▸ Input
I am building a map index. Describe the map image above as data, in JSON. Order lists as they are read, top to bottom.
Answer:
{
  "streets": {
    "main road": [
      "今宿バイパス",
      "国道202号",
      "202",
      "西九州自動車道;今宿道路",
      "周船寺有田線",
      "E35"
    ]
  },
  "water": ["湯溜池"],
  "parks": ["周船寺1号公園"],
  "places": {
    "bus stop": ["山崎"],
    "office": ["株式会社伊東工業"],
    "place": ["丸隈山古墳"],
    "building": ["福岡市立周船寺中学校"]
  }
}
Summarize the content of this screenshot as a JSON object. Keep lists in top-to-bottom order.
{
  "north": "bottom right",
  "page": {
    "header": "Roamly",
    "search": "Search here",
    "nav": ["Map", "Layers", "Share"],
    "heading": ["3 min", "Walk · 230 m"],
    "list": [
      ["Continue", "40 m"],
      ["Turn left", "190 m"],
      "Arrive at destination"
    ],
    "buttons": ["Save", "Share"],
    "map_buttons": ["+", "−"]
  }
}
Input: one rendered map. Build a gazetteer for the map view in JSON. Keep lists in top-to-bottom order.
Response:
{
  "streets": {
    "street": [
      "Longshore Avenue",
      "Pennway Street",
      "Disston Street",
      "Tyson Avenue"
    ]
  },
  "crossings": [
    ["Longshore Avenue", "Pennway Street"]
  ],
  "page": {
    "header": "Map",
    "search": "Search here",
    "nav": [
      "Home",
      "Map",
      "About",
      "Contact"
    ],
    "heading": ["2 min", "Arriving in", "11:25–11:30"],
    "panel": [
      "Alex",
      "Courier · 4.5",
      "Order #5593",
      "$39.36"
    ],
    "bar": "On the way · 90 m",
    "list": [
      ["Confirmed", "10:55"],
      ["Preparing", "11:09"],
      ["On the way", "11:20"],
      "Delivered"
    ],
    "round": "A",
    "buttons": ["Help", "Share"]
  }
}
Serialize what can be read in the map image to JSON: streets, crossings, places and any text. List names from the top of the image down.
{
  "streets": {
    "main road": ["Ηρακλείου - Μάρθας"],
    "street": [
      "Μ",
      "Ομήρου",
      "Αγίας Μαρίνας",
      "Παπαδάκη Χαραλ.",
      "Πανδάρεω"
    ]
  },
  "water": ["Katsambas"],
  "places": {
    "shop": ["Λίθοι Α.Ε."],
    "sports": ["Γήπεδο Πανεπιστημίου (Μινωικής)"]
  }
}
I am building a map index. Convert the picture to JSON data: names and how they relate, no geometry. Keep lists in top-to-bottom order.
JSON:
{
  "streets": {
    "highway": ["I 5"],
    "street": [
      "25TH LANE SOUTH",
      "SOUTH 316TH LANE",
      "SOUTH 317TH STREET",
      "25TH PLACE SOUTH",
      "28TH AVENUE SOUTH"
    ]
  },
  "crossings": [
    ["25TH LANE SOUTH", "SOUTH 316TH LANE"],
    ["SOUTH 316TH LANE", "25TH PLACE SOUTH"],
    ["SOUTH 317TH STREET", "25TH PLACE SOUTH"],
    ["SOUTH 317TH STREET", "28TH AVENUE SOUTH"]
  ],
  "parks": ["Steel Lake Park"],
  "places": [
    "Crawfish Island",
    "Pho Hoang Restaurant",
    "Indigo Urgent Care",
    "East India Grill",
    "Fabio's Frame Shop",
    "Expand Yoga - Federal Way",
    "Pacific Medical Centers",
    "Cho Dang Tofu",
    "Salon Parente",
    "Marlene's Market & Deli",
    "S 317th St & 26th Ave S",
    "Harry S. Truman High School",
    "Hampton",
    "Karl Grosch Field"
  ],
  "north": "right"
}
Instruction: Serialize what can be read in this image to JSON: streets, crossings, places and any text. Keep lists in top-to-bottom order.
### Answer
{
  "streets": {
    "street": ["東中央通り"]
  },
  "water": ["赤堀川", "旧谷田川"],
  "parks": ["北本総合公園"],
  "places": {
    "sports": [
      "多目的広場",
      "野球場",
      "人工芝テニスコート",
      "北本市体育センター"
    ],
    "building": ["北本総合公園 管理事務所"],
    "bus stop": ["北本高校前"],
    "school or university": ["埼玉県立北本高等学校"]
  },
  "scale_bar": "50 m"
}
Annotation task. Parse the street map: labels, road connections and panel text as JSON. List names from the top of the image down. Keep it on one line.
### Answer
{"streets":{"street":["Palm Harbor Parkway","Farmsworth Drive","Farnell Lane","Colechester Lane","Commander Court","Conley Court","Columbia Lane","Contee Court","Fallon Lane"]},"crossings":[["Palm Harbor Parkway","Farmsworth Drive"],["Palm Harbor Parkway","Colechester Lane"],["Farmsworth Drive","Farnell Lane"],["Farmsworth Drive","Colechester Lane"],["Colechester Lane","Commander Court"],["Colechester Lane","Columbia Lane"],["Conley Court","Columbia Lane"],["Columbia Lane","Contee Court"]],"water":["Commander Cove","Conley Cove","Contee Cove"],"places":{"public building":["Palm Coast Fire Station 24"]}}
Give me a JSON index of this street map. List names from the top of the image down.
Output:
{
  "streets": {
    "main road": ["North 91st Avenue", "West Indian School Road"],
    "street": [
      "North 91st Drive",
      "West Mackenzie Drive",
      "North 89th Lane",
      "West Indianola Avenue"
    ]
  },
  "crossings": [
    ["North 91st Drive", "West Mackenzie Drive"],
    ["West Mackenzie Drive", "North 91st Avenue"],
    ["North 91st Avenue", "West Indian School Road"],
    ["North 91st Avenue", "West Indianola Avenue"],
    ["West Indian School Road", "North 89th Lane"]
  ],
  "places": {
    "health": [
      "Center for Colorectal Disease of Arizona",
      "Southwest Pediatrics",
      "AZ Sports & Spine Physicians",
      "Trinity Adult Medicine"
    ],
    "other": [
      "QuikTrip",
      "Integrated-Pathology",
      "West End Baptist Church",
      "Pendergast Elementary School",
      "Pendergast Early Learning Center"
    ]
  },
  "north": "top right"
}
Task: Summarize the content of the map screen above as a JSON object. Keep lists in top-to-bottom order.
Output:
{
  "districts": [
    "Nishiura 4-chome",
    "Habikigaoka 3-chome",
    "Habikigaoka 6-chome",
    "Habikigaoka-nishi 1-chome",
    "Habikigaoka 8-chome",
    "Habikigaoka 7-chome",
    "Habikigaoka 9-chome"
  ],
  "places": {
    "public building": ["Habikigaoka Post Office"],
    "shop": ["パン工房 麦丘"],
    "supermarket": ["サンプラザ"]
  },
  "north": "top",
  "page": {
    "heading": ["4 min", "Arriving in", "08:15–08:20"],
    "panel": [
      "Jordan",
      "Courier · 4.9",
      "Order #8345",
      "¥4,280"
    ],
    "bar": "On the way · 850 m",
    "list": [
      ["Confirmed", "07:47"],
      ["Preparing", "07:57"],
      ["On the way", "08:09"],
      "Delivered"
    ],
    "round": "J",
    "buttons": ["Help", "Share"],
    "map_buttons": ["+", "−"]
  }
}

▸ Work instruction
Search the material for the word "data" and copy every matching line.

▸ Task output
I am building a map index. Describe the map image above as data, in JSON. Order lists as they are read, top to bottom.
I am building a map index. Convert the picture to JSON data: names and how they relate, no geometry. Keep lists in top-to-bottom order.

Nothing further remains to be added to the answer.